Rookie Zac Stacy led the team with an impressive 134 yards on 26 carries, while second-year back Daryl Richardson chipped in with 39 yards on eight attempts.
Pass Defense: The Rams' harassment of Seattle quarterback Russell Wilson continued well into the second half.
Wilson did throw two touchdown passes, but completed only 10 of 18 pass attempts for 139 yards. He was also sacked six times on the evening.
Run Defense: St. Louis was surprisingly dominant defending the league’s No. 1 rushing attack.
Against an aggressive Rams defense, the Seahawks totaled a mere 34 yards rushing on 15 carries. Star running back Marshawn Lynch produced a feeble 23 yards on the ground.

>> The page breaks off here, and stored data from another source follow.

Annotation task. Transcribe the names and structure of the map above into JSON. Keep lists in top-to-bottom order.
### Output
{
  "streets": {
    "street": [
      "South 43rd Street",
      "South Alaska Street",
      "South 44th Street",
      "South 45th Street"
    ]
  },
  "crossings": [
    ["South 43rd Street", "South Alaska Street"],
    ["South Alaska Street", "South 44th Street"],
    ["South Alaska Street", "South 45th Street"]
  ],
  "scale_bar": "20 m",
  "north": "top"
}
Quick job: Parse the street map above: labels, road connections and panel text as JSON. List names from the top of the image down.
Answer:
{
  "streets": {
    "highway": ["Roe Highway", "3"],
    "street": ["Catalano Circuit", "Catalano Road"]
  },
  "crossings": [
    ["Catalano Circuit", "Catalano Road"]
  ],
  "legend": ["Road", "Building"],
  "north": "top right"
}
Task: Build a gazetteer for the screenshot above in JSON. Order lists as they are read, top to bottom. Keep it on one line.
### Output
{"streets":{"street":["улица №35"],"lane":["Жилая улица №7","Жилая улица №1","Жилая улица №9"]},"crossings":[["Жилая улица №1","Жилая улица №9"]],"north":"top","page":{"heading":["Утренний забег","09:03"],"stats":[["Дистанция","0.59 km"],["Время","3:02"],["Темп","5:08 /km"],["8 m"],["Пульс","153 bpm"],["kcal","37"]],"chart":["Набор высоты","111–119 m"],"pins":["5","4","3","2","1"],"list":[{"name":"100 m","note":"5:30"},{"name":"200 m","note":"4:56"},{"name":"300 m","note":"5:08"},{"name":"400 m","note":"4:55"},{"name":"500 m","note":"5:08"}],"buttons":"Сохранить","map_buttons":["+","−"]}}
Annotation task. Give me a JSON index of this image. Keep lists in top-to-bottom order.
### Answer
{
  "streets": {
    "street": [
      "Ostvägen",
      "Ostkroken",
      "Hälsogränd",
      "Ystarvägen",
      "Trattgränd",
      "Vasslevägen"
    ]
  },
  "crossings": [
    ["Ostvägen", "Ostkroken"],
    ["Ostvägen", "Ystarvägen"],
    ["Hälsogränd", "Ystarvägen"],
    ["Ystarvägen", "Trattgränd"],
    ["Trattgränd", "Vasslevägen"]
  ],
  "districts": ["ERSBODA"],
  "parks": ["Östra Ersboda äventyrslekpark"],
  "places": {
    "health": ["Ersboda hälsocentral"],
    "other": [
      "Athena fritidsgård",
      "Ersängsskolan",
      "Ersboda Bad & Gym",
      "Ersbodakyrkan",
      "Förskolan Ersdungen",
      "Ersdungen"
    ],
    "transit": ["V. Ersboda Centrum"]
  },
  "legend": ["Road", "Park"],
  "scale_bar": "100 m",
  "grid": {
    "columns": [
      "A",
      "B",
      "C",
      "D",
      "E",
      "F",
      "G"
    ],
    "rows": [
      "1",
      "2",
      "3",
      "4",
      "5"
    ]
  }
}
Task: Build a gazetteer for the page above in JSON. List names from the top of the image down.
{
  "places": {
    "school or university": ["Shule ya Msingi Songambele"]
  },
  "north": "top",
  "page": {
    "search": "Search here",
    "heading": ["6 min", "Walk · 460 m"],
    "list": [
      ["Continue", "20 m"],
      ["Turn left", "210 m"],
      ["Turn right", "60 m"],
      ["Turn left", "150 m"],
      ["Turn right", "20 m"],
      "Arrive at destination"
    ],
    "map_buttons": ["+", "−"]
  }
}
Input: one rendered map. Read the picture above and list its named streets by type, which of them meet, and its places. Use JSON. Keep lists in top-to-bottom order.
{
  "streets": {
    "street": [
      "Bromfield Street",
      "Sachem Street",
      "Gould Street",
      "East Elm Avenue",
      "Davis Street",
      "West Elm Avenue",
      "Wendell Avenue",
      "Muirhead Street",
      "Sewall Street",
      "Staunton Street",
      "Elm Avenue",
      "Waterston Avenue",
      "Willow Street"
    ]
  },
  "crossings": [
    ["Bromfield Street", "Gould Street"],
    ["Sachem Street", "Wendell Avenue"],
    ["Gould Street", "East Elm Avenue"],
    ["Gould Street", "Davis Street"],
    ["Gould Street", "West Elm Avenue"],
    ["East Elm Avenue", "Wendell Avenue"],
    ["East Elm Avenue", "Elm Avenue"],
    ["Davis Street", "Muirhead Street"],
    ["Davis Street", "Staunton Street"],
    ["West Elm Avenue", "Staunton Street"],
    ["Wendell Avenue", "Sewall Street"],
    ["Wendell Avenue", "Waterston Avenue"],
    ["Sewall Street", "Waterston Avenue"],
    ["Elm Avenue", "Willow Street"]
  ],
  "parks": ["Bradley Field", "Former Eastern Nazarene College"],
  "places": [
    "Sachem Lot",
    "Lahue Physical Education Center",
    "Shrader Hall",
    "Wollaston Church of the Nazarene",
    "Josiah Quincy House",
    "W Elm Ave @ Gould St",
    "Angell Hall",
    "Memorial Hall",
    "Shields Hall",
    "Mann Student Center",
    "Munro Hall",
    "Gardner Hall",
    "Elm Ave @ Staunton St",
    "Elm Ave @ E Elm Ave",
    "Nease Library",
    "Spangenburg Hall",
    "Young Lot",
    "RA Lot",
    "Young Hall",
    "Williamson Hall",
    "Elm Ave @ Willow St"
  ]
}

Special Teams: It was an up-and-down night for the St. Louis special teams unit.
Punter Johnny Hekker repeatedly won the field-position battle with an average of 43 yards per punt. However, a missed field goal by kicker Greg Zuerlein may have made the difference in the game.
Had Zuerlein connected on the 50-yard attempt, the Rams would have only needed a field goal on the final drive to win. Instead, St. Louis was kept out of the end zone from the Seattle 1-yard line on the final play and walked away without the victory.
Coaching: Head coach Jeff Fisher deserves a ton of credit for putting together a mostly successful game plan for this divisional grudge match.
Despite fielding their backup quarterback, the Rams never really fell out of this game because of a creative rushing attack and a smothering defense.
Loading up the box proved to be a successful way to defend the Seahawks' usually dynamic offense and gave the Rams a chance to win throughout the contest.
First-Half Analysis for St. Louis
Pass Offense: With starting quarterback Sam Bradford out for the season with an ACL injury, backup Kellen Clemens got the starting call against Seattle.
Clemens looked good initially before throwing an interception at the very end of the first quarter.
Unfortunately, that interception led to a series of poor throws that seem to showcase why Clemens has remained a backup at the pro level. He finished the half 6-of-13 for 40 yards with two interceptions.
Run Offense: Rookie running back Zac Stacy may have solidified his position as the Rams starter with his first-half performance.
Coming into this game, the Rams had averaged just 70.6 yards rushing per game as a team. Stacy produced 76 yards on just 13 carries in the first half.
Pass Defense: Usually calm and collected, Seahawks quarterback Russell Wilson was flustered early by the Rams' aggressive defense.
Wilson did throw an early touchdown pass but completed just six of 11 pass attempts for 37 yards while being sacked four times. Three of those sacks came from defensive end Robert Quinn, who earns first-half MVP honors.
Run Defense: The Seahawks came into this game as the league's most productive rushing team with 154.4 yards per game on average.
So far, Seattle has gained a mere 29 yards on 10 carries as a team.
However, St. Louis has done an excellent job of limiting Seattle's ground production by playing close to the line of scrimmage and closing quickly on the ball-carrier.
Special Teams: The St. Louis special teams unit was solid in the first half, though certainly not overly impressive.
Kicker Greg Zuerlein nailed a 33-yard field goal in the first quarter. Meanwhile, punter Johnny Hekker helped with the field-position battle by averaging a respectable 42 yards per kick.
Coaching: The Rams' game plan has worked remarkably well through two quarters of play.
The decision by head coach Jeff Fisher and defensive coordinator Tim Walton to stack the line of scrimmage to prevent the run paid dividends in the first half.
If not for the turnovers by Clemens, the Rams would likely hold a halftime lead in a game in which many believed they would be blown out early.